II. – En conséquence, compléter l’alinéa 12 par la phrase suivante :
« Lorsqu’un élément nouveau susceptible de faire apparaître un risque grave pour la santé, la sécurité ou la moralité du mineur est porté à sa connaissance, le procureur de la République peut procéder à de nouvelles vérifications dans les conditions prévues au présent alinéa. »
L’article 5 renforce utilement le contrôle des antécédents judiciaires des personnes susceptibles d’accueillir un enfant, notamment lorsqu’il est confié à un membre de sa famille, à un tiers digne de confiance ou, lorsque l’intérêt de l’enfant le justifie, à l’autre parent.
Dans sa rédaction actuelle, ces vérifications sont prévues avant le placement ou avant le renouvellement de la mesure. Cette avancée est indispensable, mais elle ne couvre pas expressément l’hypothèse dans laquelle un élément nouveau apparaît en cours de mesure.

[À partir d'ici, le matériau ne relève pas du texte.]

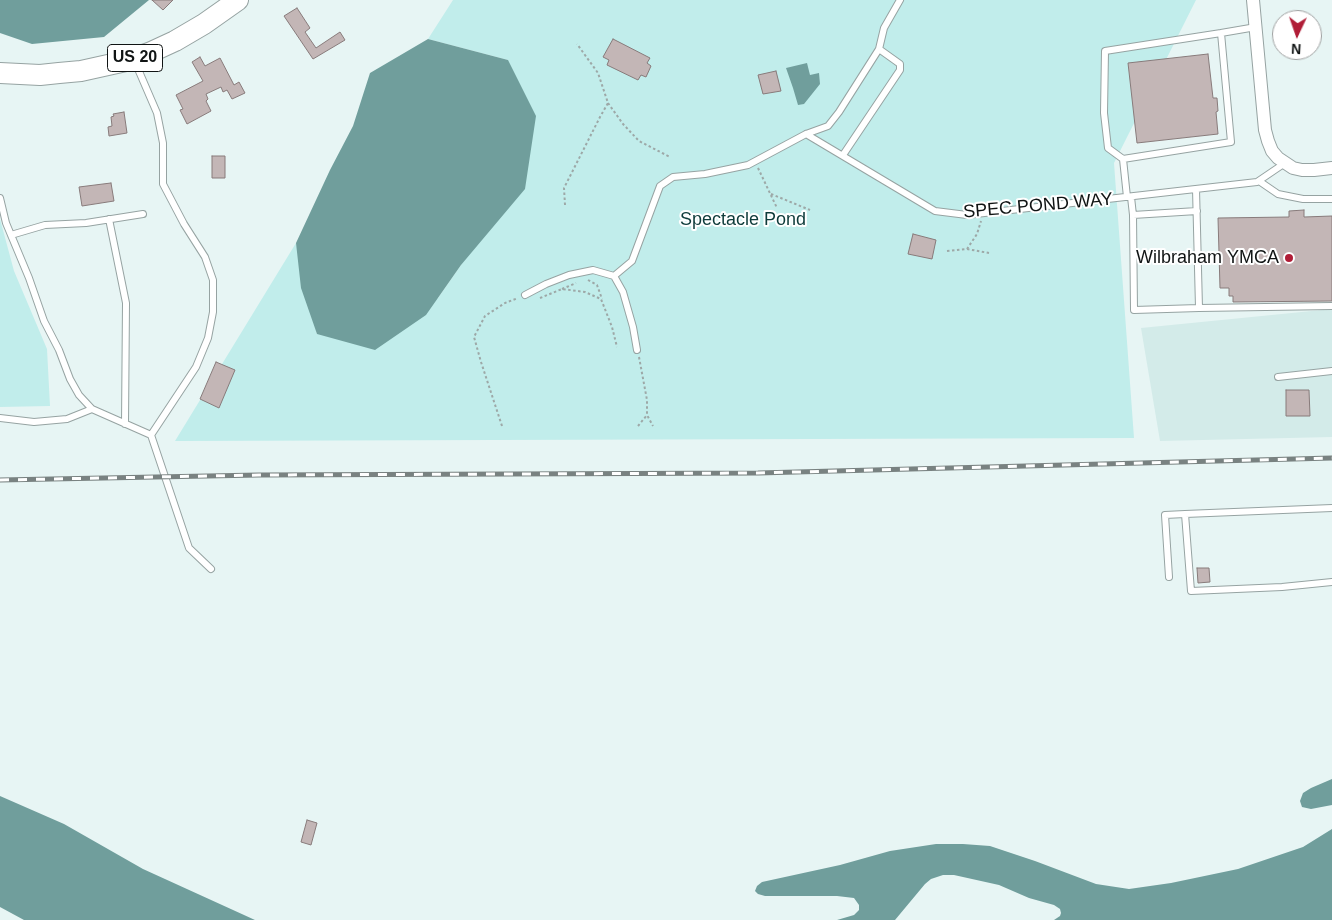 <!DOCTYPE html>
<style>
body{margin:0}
#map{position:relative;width:1332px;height:920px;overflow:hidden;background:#e7f5f4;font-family:Helvetica,sans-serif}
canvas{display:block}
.north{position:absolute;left:1272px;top:10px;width:50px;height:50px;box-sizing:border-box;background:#fff;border:1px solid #9fa1a1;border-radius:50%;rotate:183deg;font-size:14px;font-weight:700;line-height:20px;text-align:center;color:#101414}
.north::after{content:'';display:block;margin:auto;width:18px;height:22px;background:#b01d37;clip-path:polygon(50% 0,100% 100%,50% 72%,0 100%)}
</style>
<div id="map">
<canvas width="1332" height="920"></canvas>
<div class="north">N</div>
</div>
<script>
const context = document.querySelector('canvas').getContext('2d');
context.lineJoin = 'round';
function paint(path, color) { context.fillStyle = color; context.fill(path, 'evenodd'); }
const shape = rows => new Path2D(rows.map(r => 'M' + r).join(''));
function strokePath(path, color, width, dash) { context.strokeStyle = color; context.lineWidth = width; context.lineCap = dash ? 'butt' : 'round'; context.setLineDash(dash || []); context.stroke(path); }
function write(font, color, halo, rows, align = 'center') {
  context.font = font + ' Helvetica,sans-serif'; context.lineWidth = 4; context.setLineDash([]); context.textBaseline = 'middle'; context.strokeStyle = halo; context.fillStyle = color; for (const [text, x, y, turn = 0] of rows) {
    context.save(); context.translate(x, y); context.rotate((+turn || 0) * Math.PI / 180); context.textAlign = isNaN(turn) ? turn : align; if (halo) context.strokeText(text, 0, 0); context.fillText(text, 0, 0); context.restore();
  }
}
const built = shape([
 [1332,309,1332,437,1160,441,1141,328]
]);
const green = shape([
 [453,0,1196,0,1114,163,1134,438,175,441,296,243,317,334,438,298,461,265,508,60,428,39],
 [0,219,14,271,47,349,50,406,0,407]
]);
const water = shape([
 [0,0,149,0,104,37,32,44,0,33],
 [428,39,508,60,536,116,525,189,461,265,426,315,375,350,317,334,301,288,296,243,330,170,353,126,370,73],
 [807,63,810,75,819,73,820,84,804,104,798,105,793,88,786,68],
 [1332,779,1332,805,1311,809,1302,807,1300,801,1303,793,1311,788],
 [0,796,64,824,143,869,255,920,24,920,0,907],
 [1332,829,1332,920,1054,920,1060,916,1061,913,1060,909,1054,905,1029,898,999,885,954,875,943,875,931,879,925,884,895,920,837,920,854,915,859,910,859,905,854,898,837,896,765,896,758,894,755,891,757,886,762,882,840,865,890,851,936,844,963,844,990,846,1035,861,1096,884,1129,889,1171,883,1238,869,1303,847]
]);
const building = shape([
 [152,0,173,0,163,10,152,0],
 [297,8,310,28,305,32,316,48,340,32,345,40,313,59,284,16,297,8],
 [613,39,650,58,647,63,651,66,646,77,641,75,638,80,607,65,609,60,603,57,613,39],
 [1208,54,1213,98,1217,98,1218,111,1216,112,1218,134,1137,143,1128,63,1208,54],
 [200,57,205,66,220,58,234,85,239,82,245,93,232,99,227,90,223,92,221,87,206,94,208,99,206,101,211,111,187,124,180,110,183,109,176,95,203,81,192,62,200,57],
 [776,71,781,91,763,94,758,75,776,71],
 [124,112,127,133,109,136,108,127,112,126,111,117,114,116,113,114,124,112],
 [212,156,225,156,225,178,212,178,212,156],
 [111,183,114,201,82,206,79,187,111,183],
 [1304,210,1304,217,1332,216,1332,301,1233,302,1233,296,1229,296,1229,288,1220,288,1218,218,1289,217,1289,211,1304,210],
 [913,234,936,240,932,259,908,254,913,234],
 [216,362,235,370,219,408,200,399,216,362],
 [1286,390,1309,390,1310,416,1286,416,1286,390],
 [1197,568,1209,568,1210,582,1198,583,1197,568],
 [307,820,317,823,311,845,301,842,307,820]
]);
const path = shape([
 [608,103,623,124,639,141,670,157],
 [758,168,777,208],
 [771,194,810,210],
 [565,205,564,188,600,117,608,103,598,73,577,44],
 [967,249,989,253],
 [947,251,967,249,977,234,981,221],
 [588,280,597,285,602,299],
 [562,289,576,283],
 [540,298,562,289,585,292,601,299,612,327,617,347],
 [639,357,647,400,647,415,653,426],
 [502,426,481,362,474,337,485,316,505,303,518,298],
 [638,426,647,415]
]);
const lane = shape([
 [1221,33,1256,27],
 [135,62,157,113,163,143,163,184,184,224,205,257,213,280,213,312,208,338,196,367,151,435],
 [806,134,935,211,967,215,1257,182,1285,163],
 [843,155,900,70,900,64,879,49],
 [1123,159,1108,148,1104,113,1105,51,1221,33,1231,142,1123,159,1127,197],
 [1259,181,1278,194,1303,199,1332,199],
 [1196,189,1199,308,1332,306],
 [1131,197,1133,215,1197,211],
 [0,198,6,223,29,278,44,321,59,350,70,379,79,395,92,409,151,435,189,548,211,569],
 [1133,215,1134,310,1199,308],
 [109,219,126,303,125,424],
 [11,235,45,225,86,223,143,214],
 [614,276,632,261,660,186,673,177,705,174,748,165,806,134,828,126,839,112,879,49,884,28,900,0],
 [525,295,546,284,569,275,593,270,614,276,623,292,633,327,637,350],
 [1278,377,1332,371],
 [0,418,34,422,67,419,92,409],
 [1332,508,1185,514,1191,591,1282,587,1332,582],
 [1169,577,1165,515,1185,514]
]);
const street = shape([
 [1253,0,1265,130,1268,141,1272,151,1278,158,1293,168,1302,170,1314,170,1332,168]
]);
const primary = shape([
 [0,73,40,75,59,73,81,71,126,61,149,53,175,41,204,24,238,0]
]);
const rail = shape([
 [0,480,259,475,758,473,1332,458]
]);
const markers = [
 [1289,258,5,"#b01d37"]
];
const shields = [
 [135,58,55]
];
const shieldNames = [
 ["US 20",135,58]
];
const streetNames = [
 ["SPEC POND WAY",1038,206,-5]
];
const parkNames = [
 ["Spectacle Pond",743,220]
];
const poiNames = [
 ["Wilbraham YMCA",1279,258]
];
paint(built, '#d3ebe9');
paint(green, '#c1edeb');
paint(water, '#709e9c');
paint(building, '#c3b6b6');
strokePath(building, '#887b7b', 1);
strokePath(lane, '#96a3a2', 8);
strokePath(street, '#96a3a2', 14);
strokePath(primary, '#96a3a2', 22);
strokePath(path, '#9da8a7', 2, [2.5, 2.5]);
strokePath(lane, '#fff', 6);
strokePath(street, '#fff', 12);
strokePath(primary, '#fff', 20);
strokePath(rail, '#798281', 5);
strokePath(rail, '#fff', 3, [9]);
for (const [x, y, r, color] of markers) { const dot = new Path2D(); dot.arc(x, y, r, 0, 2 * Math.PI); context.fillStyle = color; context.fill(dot); strokePath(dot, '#fff', 2); }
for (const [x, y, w] of shields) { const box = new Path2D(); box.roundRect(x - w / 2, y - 13.5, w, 27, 4); context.fillStyle = '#fff'; context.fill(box); strokePath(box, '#101414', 1); }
write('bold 16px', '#101414', null, shieldNames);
write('18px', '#101414', '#fff', streetNames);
write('18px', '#0d3b3a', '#fff', parkNames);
write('18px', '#101414', '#fff', poiNames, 'right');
</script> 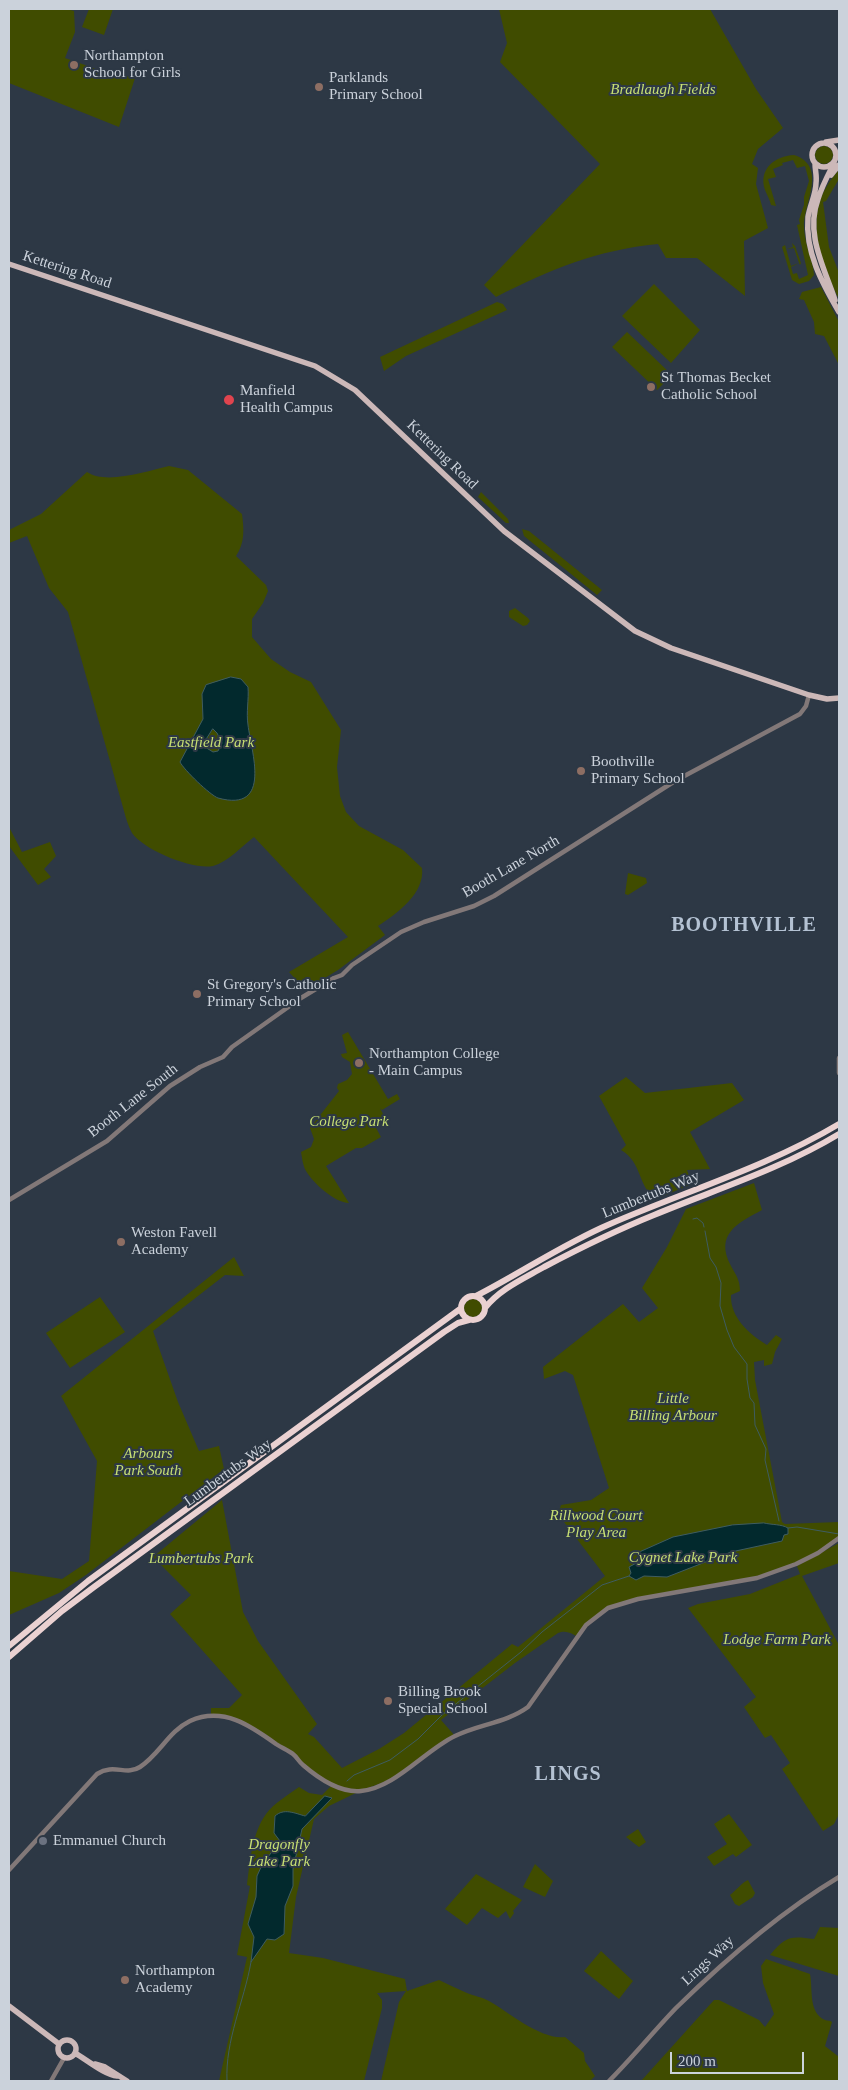 <!DOCTYPE html>
<html>
<head>
<meta charset="utf-8">
<style>
	body { margin:0 }
	#map { position:relative; width:848px; height:2090px; overflow:hidden; background:#2d3845; font-family:Georgia,serif }
	canvas { display:block }
	.frame { position:absolute; inset:0; border:10px solid #cbd2db; pointer-events:none }
	.scale { position:absolute; left:670px; top:2052px; width:134px; height:22px; box-sizing:border-box; border:2px solid #cbd2db; border-top:0; padding-left:6px; font-size:15px; line-height:18px; white-space:nowrap; color:#cbd2db; -webkit-text-stroke:4px #2d3845; paint-order:stroke }
</style>
</head>
<body>
<div id="map">
<canvas width="848" height="2090"></canvas>
<div class="frame"></div>
<div class="scale">200 m</div>
</div>
<script>
const ctx = document.querySelector('canvas').getContext('2d');
ctx.lineJoin = 'round';
function fillPath(path, color) { ctx.fillStyle = color; ctx.fill(path, 'evenodd'); }
function trace(path, color, width, dash) { ctx.strokeStyle = color; ctx.lineWidth = width; ctx.lineCap = dash ? 'butt' : 'round'; ctx.setLineDash(dash || []); ctx.stroke(path); }
function write(font, color, halo, rows, align = 'center') {
  ctx.font = font + ' Georgia,serif'; ctx.lineWidth = 4; ctx.setLineDash([]); ctx.textBaseline = 'middle'; ctx.strokeStyle = halo; ctx.fillStyle = color; for (const [text, x, y, turn = 0] of rows) {
    ctx.save(); ctx.translate(x, y); ctx.rotate((+turn || 0) * Math.PI / 180); ctx.textAlign = isNaN(turn) ? turn : align; if (halo) ctx.strokeText(text, 0, 0); ctx.fillText(text, 0, 0); ctx.restore();
  }
}
const green = new Path2D(`
	M9 9H67L74 11 75 32 65 58 125 79 127 76 130 77 134 67 138 69 119 127 9 83Z
	M89 9H113L104 35 82 27Z
	M499 9H710L756 89 783 128 758 149 752 164 758 168 756 184 768 228 744 241 745 296 697 258H666L658 244C597 250 551 269 496 297L484 285 600 164 500 62 507 43Z
	M815 155a9 9 0 1 1 18 0a9 9 0 1 1-18 0Z
	M794 155C828 166 804 203 804 226 804 244 813 259 814 275L809 281 799 284 792 280 782 247 785 245 791 266 799 263 794 248 787 249 793 247 792 243 795 246 801 263 800 265 799 263 791 267 793 274 797 273 799 279 808 275 797 225 800 224 799 220 804 205V197L809 181 805 166 797 168 793 160 782 163 783 165 773 169 776 177 768 179 776 206 771 205C770 200 767 195 765 190 758 169 775 156 794 155Z
	M839 170V179L826 201 823 202 829 247 839 273V299C818 255 801 211 839 170Z
	M654 284 700 330 671 363 622 316Z
	M821 287 839 322V365L824 336 815 334 814 322 804 300 799 299 802 292Z
	M497 302 503 304 507 310 406 356 384 371 380 357Z
	M627 332 672 375 657 390 612 347Z
	M169 466 188 470 242 514C244 529 245 543 236 556L266 585 268 591 263 603 252 619V637L271 659 290 672 311 682 341 730 337 767 340 796 346 812 359 826 403 850 422 868C425 893 398 913 378 926L385 935 338 970 310 987 302 986 289 972 348 937 254 837C242 846 228 862 213 866 192 870 144 850 132 833 128 826 126 818 124 811L68 612 49 588 27 536 9 543V530L41 514 87 472C106 485 147 471 169 466Z
	M481 492 508 519 509 523H506L478 497Z
	M522 529 529 531 602 590 597 595 524 536Z
	M515 608 528 618 530 621 527 625 523 626 509 617V611Z
	M9 827 22 852 50 842 56 856 44 869 51 877 38 885 9 846Z
	M628 873 646 878 647 883 628 895 625 894Z
	M348 1032 388 1099 397 1094 400 1099 382 1110 380 1108 385 1118 375 1126 381 1137 362 1148H356L326 1166 349 1203C335 1203 313 1183 306 1171 303 1166 302 1158 301 1152L311 1147 314 1139 310 1128 339 1091 337 1088 338 1084 347 1080 352 1074 350 1062 342 1057 341 1054 347 1053 342 1035Z
	M626 1077 645 1093 732 1083 744 1100 690 1132 710 1169 687 1170 692 1184 656 1199C637 1186 643 1163 621 1150L626 1145 599 1096Z
	M754 1183 762 1210C738 1223 714 1234 731 1266 736 1275 740 1280 740 1291L731 1295C730 1317 749 1334 767 1345L776 1335 782 1339 775 1352 772 1364 764 1366V1360L754 1362 755 1380 782 1522 785 1524 839 1522V1538L818 1553 774 1573 618 1604 594 1617 578 1637C571 1633 566 1630 558 1633L515 1663 441 1720 455 1736 392 1779 360 1791 329 1806 314 1819 296 1897 289 1953 323 1958 405 1979 407 1991 439 1980C448 1984 457 1989 467 1993 474 1996 482 1997 489 2001 510 2013 541 2040 565 2037L584 2053 585 2061 595 2076 590 2081H381L399 2002 406 1991 377 1993 382 2000V2008L364 2081H219L247 1957 237 1955 250 1886 247 1885C250 1862 252 1833 266 1814 274 1803 288 1795 299 1787L309 1793 322 1795 332 1785C300 1766 268 1727 231 1718 225 1716 218 1717 211 1716V1708H229L242 1695 170 1614 191 1595 153 1557 222 1500 243 1612 258 1641 317 1724 308 1734 314 1737 342 1768 379 1749 404 1733 512 1644 518 1647 605 1576 558 1514 561 1505 591 1500 609 1488 573 1375 565 1371 544 1379 543 1367 623 1304 639 1322 658 1308 642 1288 667 1247 686 1209Z
	M234 1257 244 1276 225 1275 153 1331 178 1402 199 1451 219 1446 224 1469 86 1575 59 1593 9 1615V1571L62 1579 89 1561 97 1461 61 1396Z
	M100 1297 125 1332 70 1368 46 1333Z
	M464 1308a9 9 0 1 1 18 0a9 9 0 1 1-18 0Z
	M839 1543V1563L802 1576 839 1645V1814L834 1824 823 1831 782 1769 790 1763 771 1735 765 1738 744 1707 756 1697 688 1608 698 1604 750 1594 800 1574 797 1566Z
	M729 1814 752 1845 736 1857 733 1854 714 1866 707 1857 727 1844 714 1824Z
	M638 1829 646 1842 639 1847 626 1837Z
	M535 1864 553 1881 545 1897 523 1887Z
	M476 1874 522 1900 513 1911 514 1913 510 1919 506 1911 498 1918 482 1908 467 1925 445 1909Z
	M748 1880 755 1893 753 1897 739 1906 735 1904 730 1895C737 1890 740 1884 748 1880Z
	M820 1927 839 1928V1976L770 1955C786 1936 790 1936 814 1939Z
	M601 1951 633 1981 619 1999 584 1971Z
	M766 1959 810 1974C813 1988 808 2013 825 2020 827 2021 830 2020 832 2022L825 2046 839 2057V2081H641L714 2000H719L759 2020 765 2027 774 2014 763 1983 761 1966Z`);
const water = new Path2D(`
	M231 677 241 679 248 687C249 700 246 712 248 725 251 751 273 813 218 798 210 795 184 770 180 762L203 719 202 694 206 685ZM213 729 217 733 222 743 218 751 213 752 205 747 204 743Z
	M764 1523C772 1525 781 1524 788 1528V1534L784 1535 782 1541 731 1552 667 1577 644 1576 636 1580 629 1576 631 1573 629 1567 640 1561 637 1553 673 1537 732 1525Z
	M325 1796 332 1798 302 1829 293 1869V1886L285 1906 284 1934 275 1940 267 1939 251 1962 254 1937 248 1924 256 1897 257 1876 262 1865 280 1841 274 1833 275 1816C284 1808 294 1813 305 1816Z`);
const stream = new Path2D(`
	M693 1219 697 1218 703 1223 704 1227
	M705 1231 710 1258 716 1267 721 1283 720 1306 727 1330 734 1347 747 1364V1379L750 1398 754 1403 755 1425 766 1449 765 1460 779 1521
	M788 1528 797 1527 839 1534
	M347 1781 354 1775 390 1760 418 1739 442 1715 521 1652 542 1632 602 1585 629 1576
	M227 2081C225 2040 244 2002 251 1962`);
const minor = new Path2D(`
	M839 1058V1073
	M9 1200 107 1141 170 1086 200 1067 223 1057 232 1047 301 998 334 978 342 975 352 965 401 932 424 922 474 906 494 896 675 781 800 714 806 706 809 695
	M9 1870 97 1774C114 1763 126 1776 140 1767 159 1755 169 1731 190 1721 223 1706 251 1726 276 1744 282 1748 288 1750 293 1754 297 1757 299 1762 303 1765 318 1778 340 1793 361 1791 395 1788 424 1751 455 1736 479 1724 506 1723 528 1707L586 1625 608 1608 638 1599 757 1578 796 1564 818 1553 839 1538
	M51 2081 64 2058
	M609 2081C632 2058 653 2032 676 2008 726 1959 779 1913 839 1877`);
const major = new Path2D(`
	M826 142 839 140
	M812 155a12 12 0 1 1 24 0a12 12 0 1 1-24 0Z
	M815 163C815 170 817 176 816 183 816 194 810 205 808 217 805 252 822 283 839 312
	M834 163C828 175 822 186 818 199 805 234 824 267 835 300
	M831 175 839 165
	M9 264 315 366 355 390 504 531 635 631 671 648 809 695 827 699 839 698
	M9 2006 59 2044
	M58 2049a9 9 0 1 1 18 0a9 9 0 1 1-18 0Z
	M75 2053C87 2060 105 2075 117 2076
	M95 2064 105 2067 127 2081`);
const highway = new Path2D(`
	M461 1308a12 12 0 1 1 24 0a12 12 0 1 1-24 0Z
	M476 1296C521 1273 563 1244 610 1224 686 1191 767 1167 839 1124
	M485 1308C500 1289 523 1279 544 1267 580 1248 617 1230 654 1215 717 1189 781 1169 839 1134
	M9 1646 88 1581 460 1309
	M9 1657 62 1611 94 1587 444 1332 458 1323 469 1320`);
const markers = [
	[74,65,5,"#8d6e63"],
	[319,87,5,"#8d6e63"],
	[651,387,5,"#8d6e63"],
	[229,400,6,"#e0444e"],
	[581,771,5,"#8d6e63"],
	[197,994,5,"#8d6e63"],
	[359,1063,5,"#8d6e63"],
	[121,1242,5,"#8d6e63"],
	[388,1701,5,"#8d6e63"],
	[43,1841,5,"#6b7280"],
	[125,1980,5,"#8d6e63"]
];
const poiNames = [
	["Northampton",84,56],
	["School for Girls",84,73],
	["Parklands",329,78],
	["Primary School",329,95],
	["St Thomas Becket",661,378],
	["Catholic School",661,395],
	["Manfield",240,391],
	["Health Campus",240,408],
	["Boothville",591,762],
	["Primary School",591,779],
	["St Gregory's Catholic",207,985],
	["Primary School",207,1002],
	["Northampton College",369,1054],
	["- Main Campus",369,1071],
	["Weston Favell",131,1233],
	["Academy",131,1250],
	["Billing Brook",398,1692],
	["Special School",398,1709],
	["Emmanuel Church",53,1841],
	["Northampton",135,1971],
	["Academy",135,1988]
];
const parkNames = [
	["Bradlaugh Fields",663,90],
	["Eastfield Park",211,743],
	["College Park",349,1122],
	["Little",673,1399],
	["Billing Arbour",673,1416],
	["Arbours",148,1454],
	["Park South",148,1471],
	["Rillwood Court",596,1516],
	["Play Area",596,1533],
	["Cygnet Lake Park",683,1558],
	["Lumbertubs Park",201,1559],
	["Lodge Farm Park",777,1640],
	["Dragonfly",279,1845],
	["Lake Park",279,1862]
];
const streetNames = [
	["Kettering Road",67,270,18],
	["Kettering Road",442,455,44],
	["Booth Lane North",511,867,-30],
	["Booth Lane South",133,1101,-38],
	["Lumbertubs Way",651,1195,-22],
	["Lumbertubs Way",228,1473,-36],
	["Lings Way",708,1961,-43]
];
const districtNames = [
	["BOOTHVILLE",744,926],
	["LINGS",568,1775]
];
fillPath(green, '#404c00');
fillPath(water, '#02292d');
trace(water, '#3e5c61', 1);
trace(stream, '#3e5c61', 1);
trace(minor, '#827878', 4.5);
trace(major, '#ccb8b8', 5.5);
trace(highway, '#ead1d1', 6);
for (const [x, y, r, color] of markers) { const dot = new Path2D(); dot.arc(x, y, r, 0, 2 * Math.PI); ctx.fillStyle = color; ctx.fill(dot); trace(dot, '#2d3845', 2); }
write('15px', '#cbd2db', '#2d3845', poiNames, 'left');
write('italic 15px', '#c7df73', '#2d3845', parkNames);
write('15px', '#cbd2db', '#2d3845', streetNames);
ctx.letterSpacing = '1px';
write('bold 20px', '#b4c2d3', '#2d3845', districtNames);
ctx.letterSpacing = '0px';
</script>
</body>
</html>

Or la situation d’un foyer peut évoluer. Une information nouvelle, une procédure portée à la connaissance de l’autorité judiciaire, ou tout élément sérieux susceptible de révéler un risque pour l’enfant, doivent pouvoir conduire le juge des enfants ou le procureur de la République à procéder à de nouvelles vérifications.
Le présent amendement ne crée pas un contrôle permanent ni un renouvellement automatique des vérifications. Il ouvre simplement une faculté ciblée, laissée à l’appréciation de l’autorité judiciaire compétente, lorsque l’intérêt et la sécurité de l’enfant le justifient.
Cette rédaction tient compte des contraintes opérationnelles des juridictions et des services concernés : elle ne fixe pas de délai impératif et ne crée pas d’obligation générale. Elle permet néanmoins d’éviter qu’un contrôle réalisé au moment initial du placement demeure figé alors même qu’un élément nouveau ferait apparaître un risque grave pour la santé, la sécurité ou la moralité du mineur.